What you should do => Within the material below, count each line holding the string "nowrap" and return the total alone.

Material supplied =>
BEGIN

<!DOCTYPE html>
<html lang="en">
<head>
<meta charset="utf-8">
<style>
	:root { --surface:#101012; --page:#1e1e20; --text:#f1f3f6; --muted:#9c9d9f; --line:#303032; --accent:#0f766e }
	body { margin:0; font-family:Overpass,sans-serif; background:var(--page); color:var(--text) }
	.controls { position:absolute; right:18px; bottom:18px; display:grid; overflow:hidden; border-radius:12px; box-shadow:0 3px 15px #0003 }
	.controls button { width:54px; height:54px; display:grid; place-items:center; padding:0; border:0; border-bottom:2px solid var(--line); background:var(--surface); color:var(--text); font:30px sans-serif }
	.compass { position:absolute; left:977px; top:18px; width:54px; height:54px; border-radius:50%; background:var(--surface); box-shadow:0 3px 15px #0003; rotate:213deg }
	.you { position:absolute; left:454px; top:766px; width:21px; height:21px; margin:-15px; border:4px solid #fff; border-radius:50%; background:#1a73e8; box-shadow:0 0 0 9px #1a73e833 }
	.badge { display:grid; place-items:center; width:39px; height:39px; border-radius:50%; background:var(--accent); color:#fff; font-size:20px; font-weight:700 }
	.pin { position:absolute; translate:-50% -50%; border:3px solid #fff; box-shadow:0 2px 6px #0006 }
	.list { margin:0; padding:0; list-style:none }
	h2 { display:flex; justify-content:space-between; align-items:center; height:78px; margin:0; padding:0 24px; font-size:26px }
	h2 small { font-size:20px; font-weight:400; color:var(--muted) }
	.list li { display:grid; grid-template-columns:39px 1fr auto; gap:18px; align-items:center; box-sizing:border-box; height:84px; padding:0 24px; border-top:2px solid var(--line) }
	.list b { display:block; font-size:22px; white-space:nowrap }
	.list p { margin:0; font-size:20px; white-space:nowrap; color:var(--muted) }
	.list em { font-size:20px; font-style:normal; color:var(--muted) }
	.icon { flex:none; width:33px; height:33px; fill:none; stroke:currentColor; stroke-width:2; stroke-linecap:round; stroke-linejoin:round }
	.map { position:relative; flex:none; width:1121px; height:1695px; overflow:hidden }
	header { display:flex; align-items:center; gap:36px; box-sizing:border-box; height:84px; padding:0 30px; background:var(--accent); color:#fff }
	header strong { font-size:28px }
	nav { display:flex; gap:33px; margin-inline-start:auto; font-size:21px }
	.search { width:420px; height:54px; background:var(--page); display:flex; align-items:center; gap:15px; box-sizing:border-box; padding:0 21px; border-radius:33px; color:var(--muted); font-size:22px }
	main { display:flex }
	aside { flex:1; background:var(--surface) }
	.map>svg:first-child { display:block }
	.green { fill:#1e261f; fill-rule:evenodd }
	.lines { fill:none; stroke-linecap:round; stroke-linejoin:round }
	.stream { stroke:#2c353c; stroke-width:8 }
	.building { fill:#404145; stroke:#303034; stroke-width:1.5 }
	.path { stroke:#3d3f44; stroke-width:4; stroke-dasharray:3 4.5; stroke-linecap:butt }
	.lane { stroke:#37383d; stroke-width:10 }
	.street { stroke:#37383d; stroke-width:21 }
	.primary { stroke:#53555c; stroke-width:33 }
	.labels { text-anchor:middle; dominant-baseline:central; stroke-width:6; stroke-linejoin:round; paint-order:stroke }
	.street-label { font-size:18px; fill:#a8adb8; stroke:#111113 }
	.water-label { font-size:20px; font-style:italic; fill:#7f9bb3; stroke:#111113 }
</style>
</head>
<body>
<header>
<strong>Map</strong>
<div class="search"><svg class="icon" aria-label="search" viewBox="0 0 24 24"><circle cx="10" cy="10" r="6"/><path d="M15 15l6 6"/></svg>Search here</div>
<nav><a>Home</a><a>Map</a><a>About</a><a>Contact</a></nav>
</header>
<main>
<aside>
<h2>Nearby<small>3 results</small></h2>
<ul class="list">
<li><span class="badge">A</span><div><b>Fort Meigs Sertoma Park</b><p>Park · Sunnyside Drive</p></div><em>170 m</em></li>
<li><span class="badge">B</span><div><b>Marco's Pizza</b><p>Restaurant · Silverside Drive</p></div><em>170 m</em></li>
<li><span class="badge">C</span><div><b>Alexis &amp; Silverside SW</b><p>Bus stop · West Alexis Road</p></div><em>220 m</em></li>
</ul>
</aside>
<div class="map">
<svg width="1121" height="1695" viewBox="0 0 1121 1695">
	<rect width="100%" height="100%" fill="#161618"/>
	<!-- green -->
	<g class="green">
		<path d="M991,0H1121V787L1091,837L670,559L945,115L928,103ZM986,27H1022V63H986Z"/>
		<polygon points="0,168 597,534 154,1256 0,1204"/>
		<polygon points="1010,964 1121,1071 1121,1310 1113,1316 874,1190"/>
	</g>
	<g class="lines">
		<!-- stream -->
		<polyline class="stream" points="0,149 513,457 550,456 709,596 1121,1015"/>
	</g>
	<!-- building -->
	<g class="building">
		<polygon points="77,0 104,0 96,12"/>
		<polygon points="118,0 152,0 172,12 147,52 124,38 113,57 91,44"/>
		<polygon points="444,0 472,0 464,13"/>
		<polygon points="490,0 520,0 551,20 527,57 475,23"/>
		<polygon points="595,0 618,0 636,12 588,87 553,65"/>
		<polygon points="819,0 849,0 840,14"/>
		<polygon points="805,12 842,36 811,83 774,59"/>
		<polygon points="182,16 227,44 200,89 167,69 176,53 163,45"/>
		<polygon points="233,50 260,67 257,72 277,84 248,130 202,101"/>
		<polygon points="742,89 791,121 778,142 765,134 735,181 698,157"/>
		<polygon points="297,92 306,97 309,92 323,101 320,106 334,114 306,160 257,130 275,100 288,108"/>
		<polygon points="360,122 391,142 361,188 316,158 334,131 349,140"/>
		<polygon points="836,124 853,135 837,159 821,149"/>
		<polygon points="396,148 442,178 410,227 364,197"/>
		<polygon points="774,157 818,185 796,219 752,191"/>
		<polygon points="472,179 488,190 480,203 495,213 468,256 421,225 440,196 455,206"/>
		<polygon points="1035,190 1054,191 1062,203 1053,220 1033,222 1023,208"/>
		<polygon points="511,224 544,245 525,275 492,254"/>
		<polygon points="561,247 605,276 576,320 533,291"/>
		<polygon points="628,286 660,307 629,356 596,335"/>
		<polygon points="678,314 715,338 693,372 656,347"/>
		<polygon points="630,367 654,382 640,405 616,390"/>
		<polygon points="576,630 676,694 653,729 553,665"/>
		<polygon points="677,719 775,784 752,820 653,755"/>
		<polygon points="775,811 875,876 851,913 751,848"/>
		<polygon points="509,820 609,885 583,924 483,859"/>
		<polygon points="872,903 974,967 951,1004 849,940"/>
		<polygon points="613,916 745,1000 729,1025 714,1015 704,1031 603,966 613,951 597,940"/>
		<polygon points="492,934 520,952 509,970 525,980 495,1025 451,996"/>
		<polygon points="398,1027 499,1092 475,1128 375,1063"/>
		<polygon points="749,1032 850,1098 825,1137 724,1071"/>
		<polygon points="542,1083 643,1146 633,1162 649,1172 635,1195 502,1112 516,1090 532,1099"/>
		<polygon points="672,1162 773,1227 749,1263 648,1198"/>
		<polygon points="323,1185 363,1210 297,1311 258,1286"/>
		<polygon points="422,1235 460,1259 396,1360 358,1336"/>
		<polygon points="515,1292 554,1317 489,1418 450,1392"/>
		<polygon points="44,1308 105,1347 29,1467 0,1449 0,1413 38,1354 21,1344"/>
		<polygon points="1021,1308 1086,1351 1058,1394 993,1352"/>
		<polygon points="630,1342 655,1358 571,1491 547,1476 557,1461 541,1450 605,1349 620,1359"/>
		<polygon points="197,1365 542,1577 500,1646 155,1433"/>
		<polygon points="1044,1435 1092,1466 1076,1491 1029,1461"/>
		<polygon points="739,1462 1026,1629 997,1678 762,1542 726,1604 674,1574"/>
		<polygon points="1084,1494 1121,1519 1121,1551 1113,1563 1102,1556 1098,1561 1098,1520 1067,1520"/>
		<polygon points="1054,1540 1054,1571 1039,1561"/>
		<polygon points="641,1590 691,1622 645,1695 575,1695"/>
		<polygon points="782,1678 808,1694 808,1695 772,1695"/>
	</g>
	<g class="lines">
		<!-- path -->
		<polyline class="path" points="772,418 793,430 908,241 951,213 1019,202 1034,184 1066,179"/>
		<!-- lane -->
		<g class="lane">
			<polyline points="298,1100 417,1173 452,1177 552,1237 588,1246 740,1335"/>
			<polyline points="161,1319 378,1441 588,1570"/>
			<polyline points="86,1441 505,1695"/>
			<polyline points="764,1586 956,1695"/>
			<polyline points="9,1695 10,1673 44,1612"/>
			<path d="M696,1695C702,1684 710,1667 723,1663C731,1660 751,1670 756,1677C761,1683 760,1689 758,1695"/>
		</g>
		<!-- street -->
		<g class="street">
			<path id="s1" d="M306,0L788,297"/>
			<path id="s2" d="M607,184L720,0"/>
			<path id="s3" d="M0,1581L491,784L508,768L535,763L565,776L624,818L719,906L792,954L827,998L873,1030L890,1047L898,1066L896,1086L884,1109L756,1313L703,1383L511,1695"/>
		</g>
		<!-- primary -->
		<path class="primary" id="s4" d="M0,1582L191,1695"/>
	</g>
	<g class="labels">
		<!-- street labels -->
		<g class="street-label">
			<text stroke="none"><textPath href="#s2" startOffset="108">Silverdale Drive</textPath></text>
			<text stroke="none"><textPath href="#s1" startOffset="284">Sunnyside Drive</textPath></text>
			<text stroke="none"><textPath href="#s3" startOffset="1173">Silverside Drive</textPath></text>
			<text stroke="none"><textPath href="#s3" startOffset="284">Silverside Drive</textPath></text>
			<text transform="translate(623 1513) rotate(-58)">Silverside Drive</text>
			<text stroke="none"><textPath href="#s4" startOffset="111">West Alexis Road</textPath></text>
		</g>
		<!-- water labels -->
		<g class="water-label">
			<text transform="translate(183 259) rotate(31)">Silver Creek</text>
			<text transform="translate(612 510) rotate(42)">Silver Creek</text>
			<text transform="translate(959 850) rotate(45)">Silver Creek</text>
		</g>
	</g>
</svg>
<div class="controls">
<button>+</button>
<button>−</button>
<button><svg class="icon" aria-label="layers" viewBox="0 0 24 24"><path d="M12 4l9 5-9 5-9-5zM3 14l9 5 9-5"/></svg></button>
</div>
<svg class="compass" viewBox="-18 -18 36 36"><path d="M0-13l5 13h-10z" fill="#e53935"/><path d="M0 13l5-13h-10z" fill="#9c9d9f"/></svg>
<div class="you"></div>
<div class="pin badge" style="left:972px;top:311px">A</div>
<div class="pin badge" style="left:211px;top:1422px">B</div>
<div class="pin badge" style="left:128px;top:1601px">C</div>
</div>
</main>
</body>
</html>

END

Solution to the exercise => 2